* _What to do_:
Only one portion of the data is to be written out: from the line bearing "position:relative; flex:none; width:1122px;" through the line bearing "1122,276 1122,347 1074,322". Write it exactly as it appears.

* _Working data_:

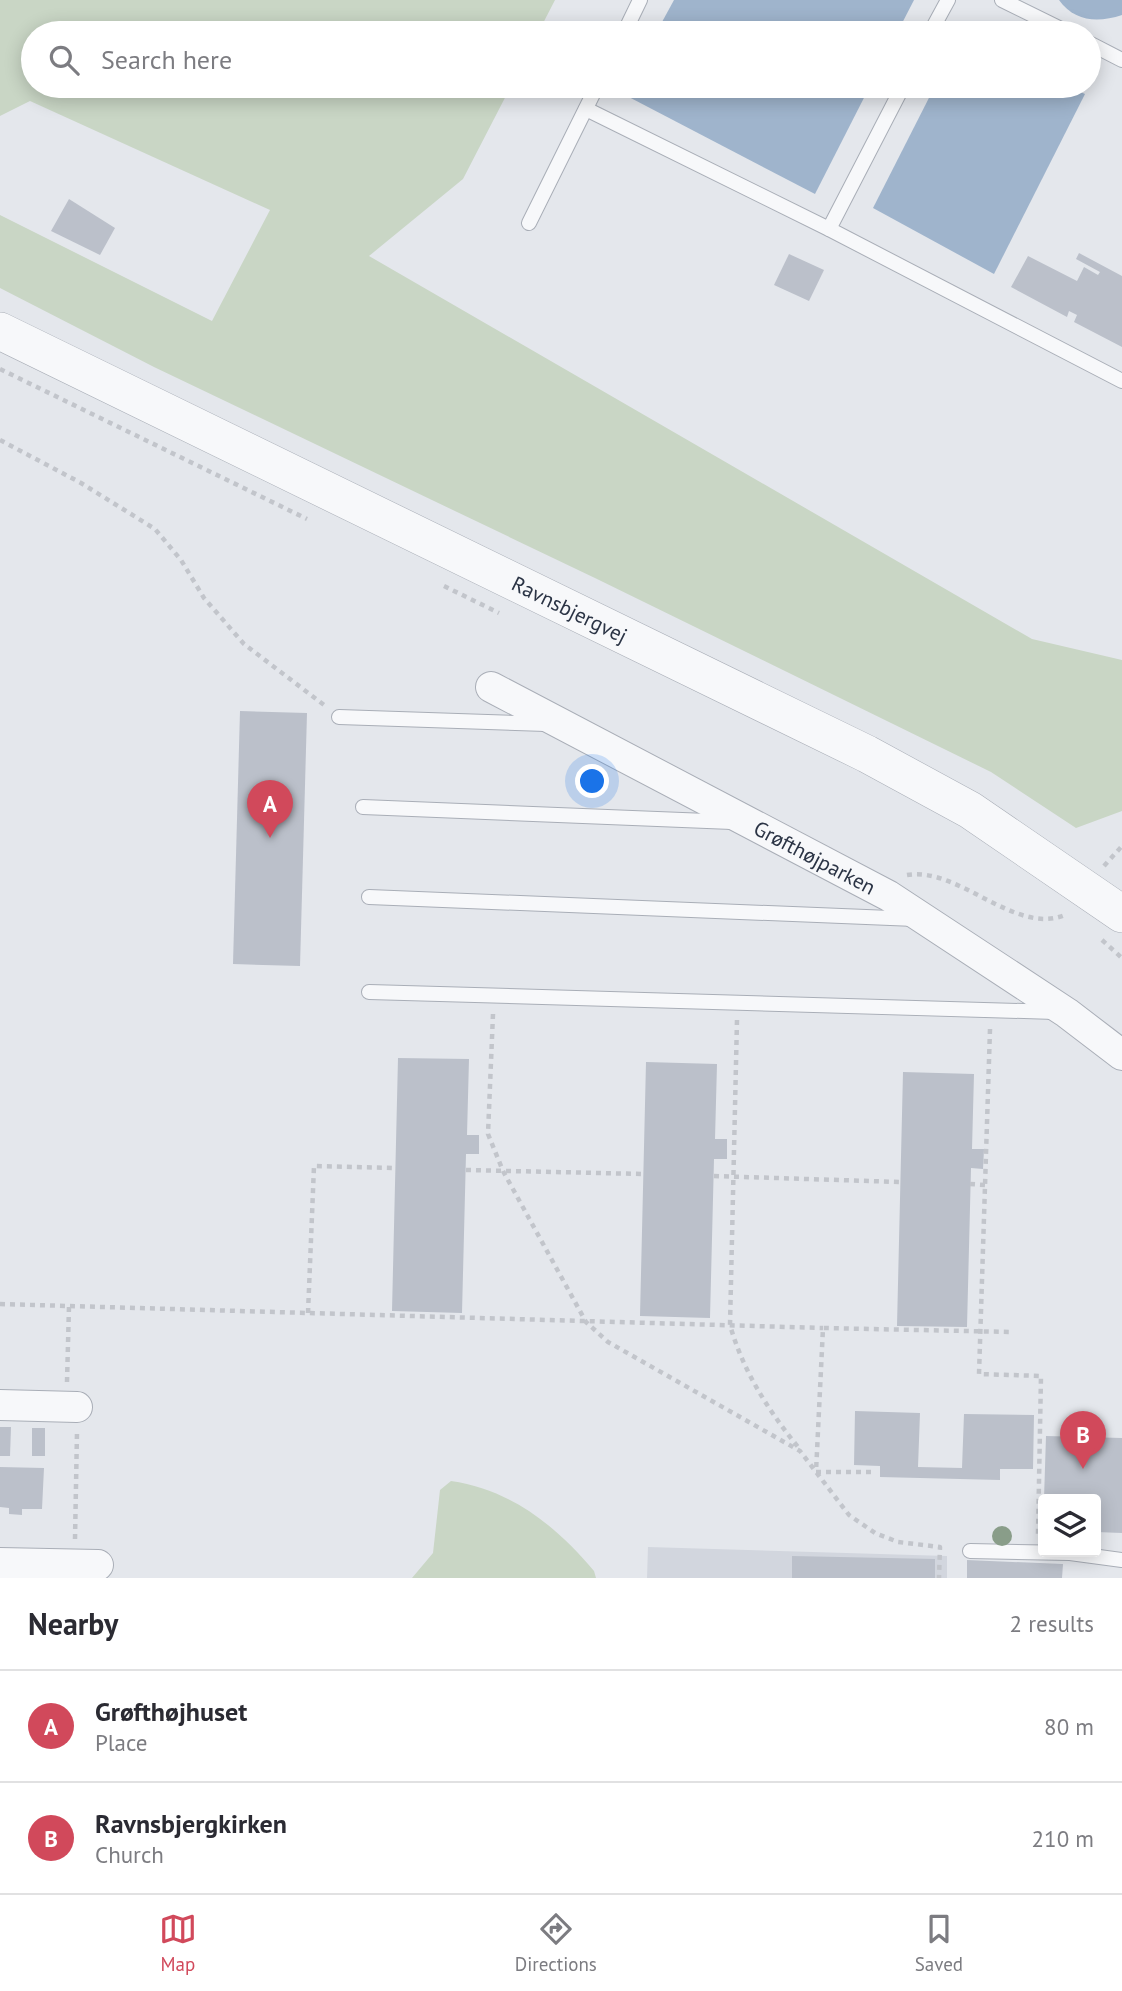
<!DOCTYPE html>
<html lang="en">
<head>
<meta charset="utf-8">
<style>
	body { margin:0; font-family:"PT Sans",sans-serif; background:#f7f7f7; color:#2b2b33 }
	.controls { position:absolute; right:21px; bottom:21px; display:grid; overflow:hidden; border-radius:7px; box-shadow:0 4px 18px #0003 }
	.controls button { width:63px; height:63px; display:grid; place-items:center; padding:0; border:0; border-bottom:2px solid #e1e1e2; background:#fff; color:#2b2b33; font:35px sans-serif }
	.you { position:absolute; left:593px; top:782px; width:24px; height:24px; margin:-18px; border:5px solid #fff; border-radius:50%; background:#1a73e8; box-shadow:0 0 0 10px #1a73e833 }
	.badge { display:grid; place-items:center; width:46px; height:46px; border-radius:50%; background:#d1495b; color:#fff; font-size:23px; font-weight:700 }
	.pin { position:absolute; translate:-50% -58px; filter:drop-shadow(0 2px 4px #0008) }
	.pin::after { content:''; position:absolute; top:37px; width:24px; height:21px; background:inherit; clip-path:polygon(0 0,100% 0,50% 100%) }
	.list { margin:0; padding:0; list-style:none }
	h2 { display:flex; justify-content:space-between; align-items:center; height:91px; margin:0; padding:0 28px; font-size:30px }
	h2 small { font-size:23px; font-weight:400; color:#7c7c81 }
	.list li { display:grid; grid-template-columns:46px 1fr auto; gap:21px; align-items:center; box-sizing:border-box; height:112px; padding:0 28px; border-top:2px solid #e1e1e2 }
	.list b { display:block; font-size:26px; white-space:nowrap }
	.list p { margin:0; font-size:23px; white-space:nowrap; color:#7c7c81 }
	.list em { font-size:23px; font-style:normal; color:#7c7c81 }
	.icon { flex:none; width:38px; height:38px; fill:none; stroke:currentColor; stroke-width:2; stroke-linecap:round; stroke-linejoin:round }
	.map { position:relative; flex:none; width:1122px; height:1578px; overflow:hidden }
	.search { position:absolute; background:#fff; box-shadow:0 4px 18px #0003; left:21px; right:21px; top:21px; height:77px; display:flex; align-items:center; gap:18px; box-sizing:border-box; padding:0 24px; border-radius:38px; color:#7c7c81; font-size:26px }
	.sheet { height:315px; background:#fff }
	nav { display:flex; justify-content:space-around; align-items:center; box-sizing:border-box; height:98px; border-top:2px solid #e1e1e2; background:#fff; font-size:19px; color:#7c7c81 }
	nav a { display:grid; justify-items:center; gap:4px }
	nav .on { color:#d1495b }
	.map>svg:first-child { display:block }
</style>
</head>
<body>
<div class="map">
<svg width="1122" height="1578" viewBox="0 0 1122 1578">
	<rect width="100%" height="100%" fill="#e4e7ec"/>
	<polygon fill="#d2d6de" points="648,1547 947,1556 947,1578 647,1578"/>
	<g fill="#c9d6c5">
		<polygon points="0,0 555,0 538,33 33,33 33,86 511,86 463,179 369,256 1032,639 1122,660 1122,811 1076,828 991,772 597,579 154,367 0,288 0,215 212,321 270,210 30,101 0,116"/>
		<path d="M 451,1481 C 512,1490 556,1526 594,1571 L 596,1578 L 412,1578 L 433,1553 L 440,1490 Z"/>
	</g>
	<g fill="#9fb4cc">
		<polygon points="674,0 914,0 897,33 656,33"/>
		<path d="M 1059,0 L 1122,0 L 1122,15 C 1098,23 1075,22 1059,0 Z"/>
		<polygon points="629,86 870,86 815,194 625,95"/>
		<polygon points="935,86 1067,86 1085,94 994,274 873,208"/>
	</g>
	<g fill="#bbc0ca">
		<polygon points="69,199 115,228 100,255 51,231"/>
		<polygon points="1079,253 1122,276 1122,347 1074,322 1077,315 1069,311 1067,317 1011,287 1028,256 1077,281 1084,267 1098,275 1100,272 1076,259"/>
		<polygon points="789,254 824,270 809,301 774,285"/>
		<polygon points="240,711 307,713 300,966 233,964"/>
		<polygon points="398,1058 469,1059 467,1135 479,1135 479,1154 466,1154 462,1313 392,1311"/>
		<polygon points="646,1062 717,1064 715,1139 727,1139 727,1159 714,1159 710,1318 640,1316"/>
		<polygon points="903,1072 974,1074 972,1149 984,1149 983,1169 971,1168 967,1327 897,1326"/>
		<polygon points="855,1411 920,1413 918,1467 962,1468 964,1414 1034,1415 1033,1469 1000,1469 1000,1480 880,1477 880,1466 854,1465"/>
		<polygon points="0,1427 11,1427 10,1456 0,1456"/>
		<rect x="32" y="1428" width="13" height="28"/>
		<polygon points="1046,1436 1122,1438 1122,1533 1096,1532 1096,1499 1044,1499"/>
		<polygon points="0,1467 44,1468 42,1509 22,1509 22,1515 9,1514 9,1508 0,1507"/>
		<polygon points="792,1556 935,1559 935,1578 792,1578"/>
		<polygon points="967,1560 1063,1564 1062,1578 967,1578"/>
	</g>
	<g fill="none" stroke-linecap="round" stroke-linejoin="round">
		<defs>
			<g id="service">
				<polyline points="1002,0 1069,33"/>
				<polyline points="624,33 640,0"/>
				<polyline points="930,33 948,0"/>
				<polyline points="1089,43 1122,60"/>
				<polyline points="586,109 829,229 1122,381"/>
				<polyline points="529,223 597,86"/>
				<polyline points="829,229 903,86"/>
				<polyline points="339,717 546,724"/>
				<polyline points="363,807 732,822"/>
				<polyline points="369,897 915,919"/>
				<polyline points="369,992 1055,1012"/>
				<polyline points="970,1551 1070,1553 1122,1560"/>
			</g>
			<g id="minor">
				<path id="s1" d="M 491,687 L 889,896 L 1067,1013 L 1122,1055"/>
				<polyline points="0,1405 77,1407"/>
				<polyline points="0,1563 98,1565"/>
			</g>
			<g id="tertiary">
				<path id="s2" d="M 0,331 L 867,754 L 970,810 L 1122,914"/>
			</g>
		</defs>
		<use href="#service" stroke="#a9aeb7" stroke-width="16"/>
		<use href="#minor" stroke="#a9aeb7" stroke-width="32"/>
		<use href="#tertiary" stroke="#a9aeb7" stroke-width="38"/>
		<g stroke="#c2c5cb" stroke-width="4.5" stroke-dasharray="5 5" stroke-linecap="butt">
			<polyline points="0,369 307,519"/>
			<polyline points="0,440 81,483 155,529 181,560 204,598 244,644 324,705"/>
			<polyline points="444,586 499,613"/>
			<polyline points="1104,866 1122,846"/>
			<path d="M 907,875 C 959,866 1017,938 1067,914"/>
			<polyline points="1102,940 1122,958"/>
			<polyline points="493,1014 488,1134 503,1171 586,1322 608,1342 800,1451 849,1515 875,1533 898,1542 940,1547 939,1578"/>
			<path d="M 737,1020 L 730,1325 C 743,1371 768,1410 798,1447"/>
			<polyline points="990,1029 979,1374 1041,1376 1038,1534"/>
			<polyline points="466,1170 643,1174"/>
			<polyline points="714,1176 900,1182"/>
			<polyline points="970,1184 985,1185"/>
			<polyline points="0,1304 823,1328"/>
			<polyline points="308,1313 314,1166 395,1168"/>
			<polyline points="67,1382 69,1306"/>
			<polyline points="871,1472 816,1472 823,1328 1013,1332"/>
			<polyline points="75,1539 77,1432"/>
		</g>
		<use href="#service" stroke="#f7f8fa" stroke-width="14"/>
		<use href="#minor" stroke="#f7f8fa" stroke-width="30"/>
		<use href="#tertiary" stroke="#f7f8fa" stroke-width="37"/>
	</g>
	<circle fill="#899d89" cx="1002" cy="1536" r="10"/>
	<g text-anchor="middle" dominant-baseline="central" stroke-width="5" stroke-linejoin="round" paint-order="stroke">
		<g font-size="21" fill="#2b3445" stroke="#f4f6f9">
			<text stroke="none"><textPath href="#s2" startOffset="634">Ravnsbjergvej</textPath></text>
			<text stroke="none"><textPath href="#s1" startOffset="366">Grøfthøjparken</textPath></text>
		</g>
	</g>
</svg>
<div class="controls">
<button><svg class="icon" aria-label="layers" viewBox="0 0 24 24"><path d="M12 4l9 5-9 5-9-5zM3 14l9 5 9-5"/></svg></button>
</div>
<div class="you"></div>
<div class="pin badge" style="left:270px;top:838px">A</div>
<div class="pin badge" style="left:1083px;top:1469px">B</div>
<div class="search"><svg class="icon" aria-label="search" viewBox="0 0 24 24"><circle cx="10" cy="10" r="6"/><path d="M15 15l6 6"/></svg>Search here</div>
</div>
<section class="sheet">
<h2>Nearby<small>2 results</small></h2>
<ul class="list">
<li><span class="badge">A</span><div><b>Grøfthøjhuset</b><p>Place</p></div><em>80 m</em></li>
<li><span class="badge">B</span><div><b>Ravnsbjergkirken</b><p>Church</p></div><em>210 m</em></li>
</ul>
</section>
<nav>
<a class="on"><svg class="icon" aria-label="map" viewBox="0 0 24 24"><path d="M3 6l6-2 6 2 6-2v14l-6 2-6-2-6 2zM9 4v14M15 6v14"/></svg>Map</a>
<a><svg class="icon" aria-label="directions" viewBox="0 0 24 24"><path d="M12 3l9 9-9 9-9-9zM9 14v-3h6M13 9l2 2-2 2"/></svg>Directions</a>
<a><svg class="icon" aria-label="saved" viewBox="0 0 24 24"><path d="M7 4h10v16l-5-4-5 4z"/></svg>Saved</a>
</nav>
</body>
</html>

* _Output of the exercise_:
	.map { position:relative; flex:none; width:1122px; height:1578px; overflow:hidden }
	.search { position:absolute; background:#fff; box-shadow:0 4px 18px #0003; left:21px; right:21px; top:21px; height:77px; display:flex; align-items:center; gap:18px; box-sizing:border-box; padding:0 24px; border-radius:38px; color:#7c7c81; font-size:26px }
	.sheet { height:315px; background:#fff }
	nav { display:flex; justify-content:space-around; align-items:center; box-sizing:border-box; height:98px; border-top:2px solid #e1e1e2; background:#fff; font-size:19px; color:#7c7c81 }
	nav a { display:grid; justify-items:center; gap:4px }
	nav .on { color:#d1495b }
	.map>svg:first-child { display:block }
</style>
</head>
<body>
<div class="map">
<svg width="1122" height="1578" viewBox="0 0 1122 1578">
	<rect width="100%" height="100%" fill="#e4e7ec"/>
	<polygon fill="#d2d6de" points="648,1547 947,1556 947,1578 647,1578"/>
	<g fill="#c9d6c5">
		<polygon points="0,0 555,0 538,33 33,33 33,86 511,86 463,179 369,256 1032,639 1122,660 1122,811 1076,828 991,772 597,579 154,367 0,288 0,215 212,321 270,210 30,101 0,116"/>
		<path d="M 451,1481 C 512,1490 556,1526 594,1571 L 596,1578 L 412,1578 L 433,1553 L 440,1490 Z"/>
	</g>
	<g fill="#9fb4cc">
		<polygon points="674,0 914,0 897,33 656,33"/>
		<path d="M 1059,0 L 1122,0 L 1122,15 C 1098,23 1075,22 1059,0 Z"/>
		<polygon points="629,86 870,86 815,194 625,95"/>
		<polygon points="935,86 1067,86 1085,94 994,274 873,208"/>
	</g>
	<g fill="#bbc0ca">
		<polygon points="69,199 115,228 100,255 51,231"/>
		<polygon points="1079,253 1122,276 1122,347 1074,322 1077,315 1069,311 1067,317 1011,287 1028,256 1077,281 1084,267 1098,275 1100,272 1076,259"/>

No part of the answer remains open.